=== Material supplied ===

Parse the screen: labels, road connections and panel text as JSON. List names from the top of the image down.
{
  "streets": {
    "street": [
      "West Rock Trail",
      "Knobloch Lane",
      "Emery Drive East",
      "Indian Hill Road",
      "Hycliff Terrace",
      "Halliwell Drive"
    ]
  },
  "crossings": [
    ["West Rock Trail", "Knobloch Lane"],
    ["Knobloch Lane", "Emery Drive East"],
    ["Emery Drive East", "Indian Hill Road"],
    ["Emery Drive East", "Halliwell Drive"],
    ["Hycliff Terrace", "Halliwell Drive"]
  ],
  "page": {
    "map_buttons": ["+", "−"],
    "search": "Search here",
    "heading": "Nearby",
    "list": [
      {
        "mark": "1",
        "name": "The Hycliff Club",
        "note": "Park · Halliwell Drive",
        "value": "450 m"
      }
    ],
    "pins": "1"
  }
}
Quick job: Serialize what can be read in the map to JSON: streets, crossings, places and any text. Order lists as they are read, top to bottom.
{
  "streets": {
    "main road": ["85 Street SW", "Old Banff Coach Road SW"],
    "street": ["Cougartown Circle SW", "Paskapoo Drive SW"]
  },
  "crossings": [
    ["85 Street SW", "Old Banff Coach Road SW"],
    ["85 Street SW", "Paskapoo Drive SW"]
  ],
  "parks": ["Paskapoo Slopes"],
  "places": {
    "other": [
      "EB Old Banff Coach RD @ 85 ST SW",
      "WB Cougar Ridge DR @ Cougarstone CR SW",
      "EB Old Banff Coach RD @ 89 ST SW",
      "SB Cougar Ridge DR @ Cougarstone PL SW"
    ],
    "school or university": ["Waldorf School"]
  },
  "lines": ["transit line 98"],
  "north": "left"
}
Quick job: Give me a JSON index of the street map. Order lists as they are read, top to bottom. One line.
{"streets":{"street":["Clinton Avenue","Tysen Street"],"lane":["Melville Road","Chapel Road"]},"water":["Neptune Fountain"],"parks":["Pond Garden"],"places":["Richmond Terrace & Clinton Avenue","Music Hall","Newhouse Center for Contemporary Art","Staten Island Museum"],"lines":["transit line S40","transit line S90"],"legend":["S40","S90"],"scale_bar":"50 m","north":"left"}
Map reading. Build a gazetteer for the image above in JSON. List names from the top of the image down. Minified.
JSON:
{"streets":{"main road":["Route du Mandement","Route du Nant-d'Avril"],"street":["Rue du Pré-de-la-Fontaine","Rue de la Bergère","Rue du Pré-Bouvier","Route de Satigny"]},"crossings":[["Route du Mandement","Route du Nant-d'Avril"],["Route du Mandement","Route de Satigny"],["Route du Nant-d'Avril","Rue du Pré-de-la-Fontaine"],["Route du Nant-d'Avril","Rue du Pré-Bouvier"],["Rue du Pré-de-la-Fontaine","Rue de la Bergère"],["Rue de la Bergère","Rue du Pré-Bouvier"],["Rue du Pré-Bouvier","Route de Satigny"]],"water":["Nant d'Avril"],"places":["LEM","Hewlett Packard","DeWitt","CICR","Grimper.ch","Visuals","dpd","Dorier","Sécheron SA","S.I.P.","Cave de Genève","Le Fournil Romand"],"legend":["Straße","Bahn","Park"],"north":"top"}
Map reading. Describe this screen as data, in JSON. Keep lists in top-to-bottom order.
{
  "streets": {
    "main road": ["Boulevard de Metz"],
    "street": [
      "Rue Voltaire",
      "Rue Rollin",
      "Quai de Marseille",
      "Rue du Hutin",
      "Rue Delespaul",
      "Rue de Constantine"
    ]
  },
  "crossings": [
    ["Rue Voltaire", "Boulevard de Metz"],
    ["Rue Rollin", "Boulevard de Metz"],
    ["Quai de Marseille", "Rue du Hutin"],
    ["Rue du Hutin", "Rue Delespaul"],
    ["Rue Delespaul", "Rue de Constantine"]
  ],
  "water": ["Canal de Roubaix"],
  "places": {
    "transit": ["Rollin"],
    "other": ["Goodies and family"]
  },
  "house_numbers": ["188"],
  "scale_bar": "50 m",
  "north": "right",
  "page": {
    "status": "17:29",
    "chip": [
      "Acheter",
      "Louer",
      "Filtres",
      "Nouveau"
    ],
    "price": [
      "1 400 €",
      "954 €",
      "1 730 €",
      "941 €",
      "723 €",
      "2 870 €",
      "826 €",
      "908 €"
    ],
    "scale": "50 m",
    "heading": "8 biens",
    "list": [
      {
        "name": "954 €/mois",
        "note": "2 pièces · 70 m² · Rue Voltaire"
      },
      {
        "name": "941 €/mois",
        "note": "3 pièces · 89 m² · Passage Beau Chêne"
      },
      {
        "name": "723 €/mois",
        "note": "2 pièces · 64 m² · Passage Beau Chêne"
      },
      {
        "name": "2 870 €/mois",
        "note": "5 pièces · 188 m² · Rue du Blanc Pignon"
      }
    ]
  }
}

===

▶ [Exercise] Search the data for the string "Quick" and copy out every line where it is found.

▶ [Result]
Quick job: Serialize what can be read in the map to JSON: streets, crossings, places and any text. Order lists as they are read, top to bottom.
Quick job: Give me a JSON index of the street map. Order lists as they are read, top to bottom. One line.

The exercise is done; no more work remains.